You are viewing a plain text version of this content. The canonical link for it is here.
Posted to user@flume.apache.org by Mingjie Lai <mj...@gmail.com> on 2011/11/03 21:38:40 UTC
Re: RFC - Avoid Master restart when deploying custom plugins for
ad-hoc queries/transformations
Frank.
> If stub_collector gets reconfigured, would that force nodeA to restart?
No.
> Would it interrupt the flow of events to main_collector?
It could be, see below.
> What happens to a Fanout Sink if one of the downstream nodes briefly
> becomes unavailable?
Ideally, a failure of one sink of a set of fanout shouldn't impact
others. But currently the implementation of fanout is just a
synchronous, single threaded, which means one failed sink may cause
other sinks to block.
It's definitely can be improved to eliminate the dependency of all the
sinks, by giving a thread to each of the fanout sinks. Do you want to
file a jira for it?
Regarding Kafka, my naive understanding is based on a conference talk
given by linkedin folks. I don't really know the status of the project,
but the concept of it.
Thanks,
Mingjie
On 10/28/2011 07:52 AM, Frank Grimes wrote:
> Hi Mingjie,
>
> I'll definitely take a closer look at Kafka.
>
> However, could the node restart and event flow interruption not be
> avoided by adding the following indirection?
>
> exec config main_collector
> exec config stub_collector 'logicalSource' 'null'
>
> exec config nodeA 'tailSource("/var/log/apache.out")'
> '[logicalSink("main_collector"), logicalSink("stub_collector")]'
>
> If stub_collector gets reconfigured, would that force nodeA to restart?

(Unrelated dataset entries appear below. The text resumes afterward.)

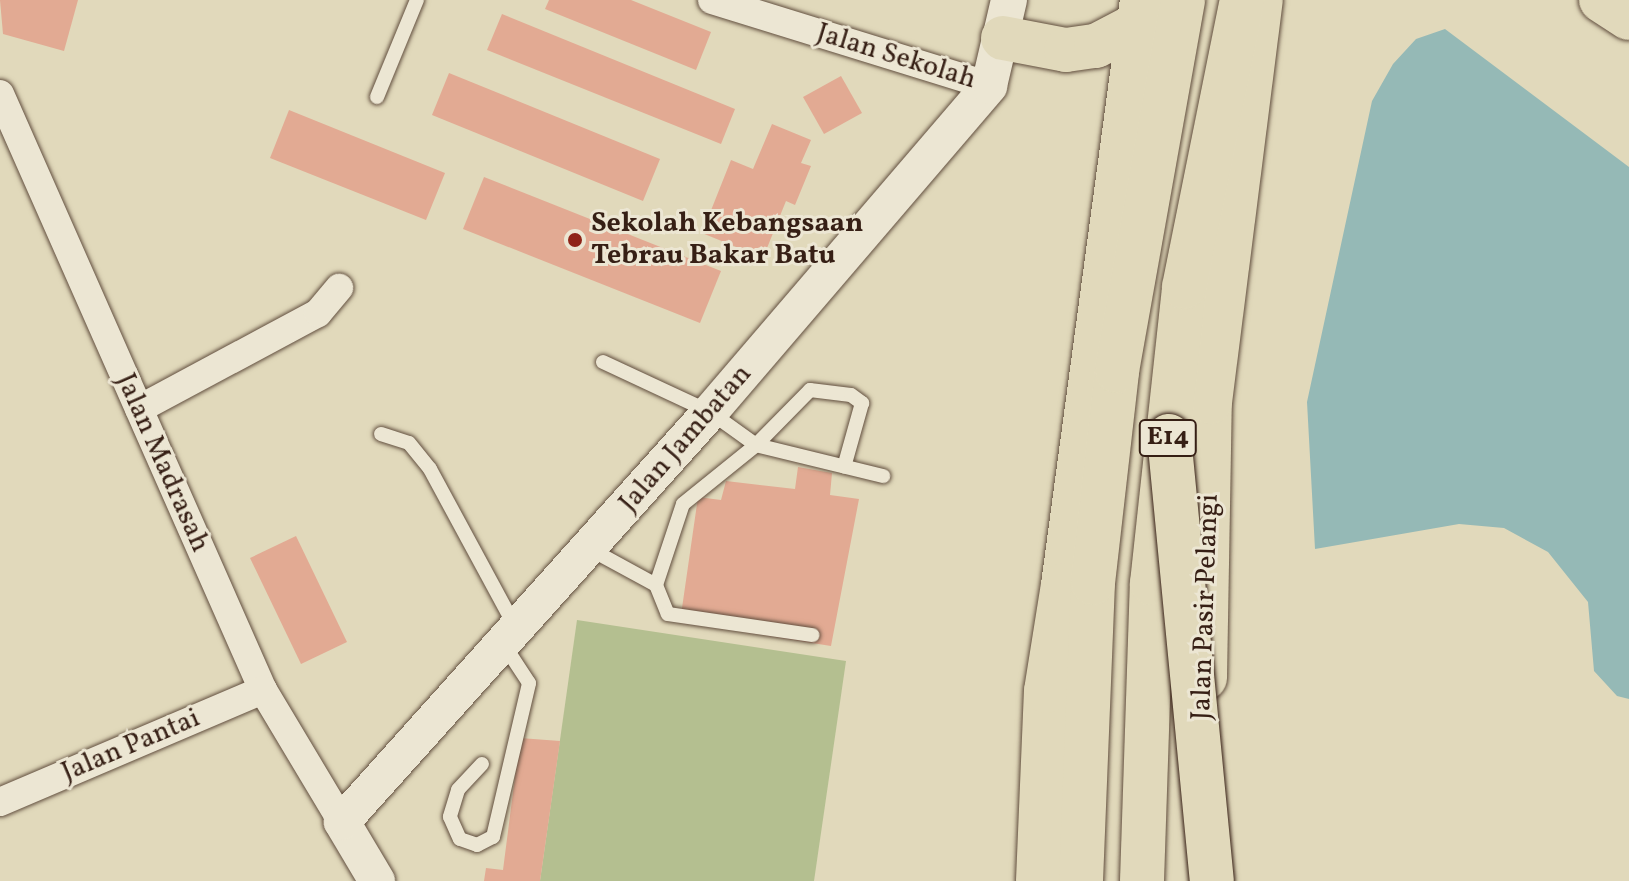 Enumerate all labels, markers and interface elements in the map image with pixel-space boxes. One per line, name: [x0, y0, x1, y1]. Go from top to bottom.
street label: Jalan Sekolah: [812, 17, 980, 97]
place label: Sekolah Kebangsaan Tebrau Bakar Batu: [591, 207, 864, 273]
marker: Sekolah Kebangsaan Tebrau Bakar Batu: [566, 231, 584, 249]
street label: Jalan Jambatan: [613, 358, 759, 520]
street label: Jalan Madrasah: [108, 369, 216, 557]
road number: E14: [1138, 416, 1198, 460]
street label: Jalan Pasir Pelangi: [1185, 493, 1227, 721]
street label: Jalan Pantai: [57, 702, 205, 790]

> Would it interrupt the flow of events to main_collector?
> What happens to a Fanout Sink if one of the downstream nodes briefly
> becomes unavailable?
>
> Thanks,
>
> Frank Grimes
>
>
> ------------------------------------------------------------------------
> *From:* Mingjie Lai <mj...@gmail.com>
> *To:* flume-user@incubator.apache.org
> *Sent:* Wednesday, October 26, 2011 4:40:40 PM
> *Subject:* Re: RFC - Avoid Master restart when deploying custom plugins
> for ad-hoc queries/transformations
>
> Frank.
>
> I think you're talking about 2 things:
> 1) create a new flow from flume for new collectors
> 2) loading new plugins without restarting flume nodes + master.
>
> For 1),
> > a requirement to allow our developers to dynamically
> > subscribe/listen to events passing through
>
> IMHO, flume is designed for moving data (a lot of data) from one place
> to another. It's not really a subscription based message queue system
> for a lot of dynamic listeners -- such as Kafka. Adding fanouts can be
> used to solve the issue, but it needs a reconfiguration for a new
> collector -- which means restarting the existing node, and the existing
> collectors will be impacted due to the restart.
>
> It really depends on how frequently you want to do the
> subscription/redirection.
>
> For 2): right now flume doesn't support loading new plugins w/o
> restarting master/nodes. But it wouldn't be too difficult to add the
> feature. hbase coprocessors is a similar feature, where hbase users can
> add/remove a new coprocessor(plugin) from shell. The new coprocessor can
> be loaded from a jar file located at hdfs or local fs. It's a reasonable
> requirement for flume. But rarely ppl asked for it. :)
>
> > i.e. calling flume node -n node-name -c 'node-name: rpcSrc(55555) |
> > customDecorator1…customDecoratorN sink;'
>
> It could work. But I'd say it may be hard for ops to maintain the whole
> system.
>
> Thanks.
> Mingjie
>
>
> On 10/21/2011 02:14 PM, Frank Grimes wrote:
> > Hi All,
> >
> > We have a requirement to allow our developers to dynamically
> > subscribe/listen to events passing through Flume so that they could
> > query/transform/redirect some of the events.
> >
> > We imagined that it would simply be a matter of spinning up a new
> > Collector Node process with the custom plugins and then modifying the
> > flow to fan out to that new Collector Node so that the events could be
> > observed.
> >
> > However, we see that currently the Master needs plugins in its classpath
> > as well so that it can validate configs before pushing them its managed
> > Nodes. (https://cwiki.apache.org/FLUME/troubleshooting-faq.html)
> >
> > We also see that there is a feature request for hot-deployable plugins,
> > but it looks like it's pretty far off.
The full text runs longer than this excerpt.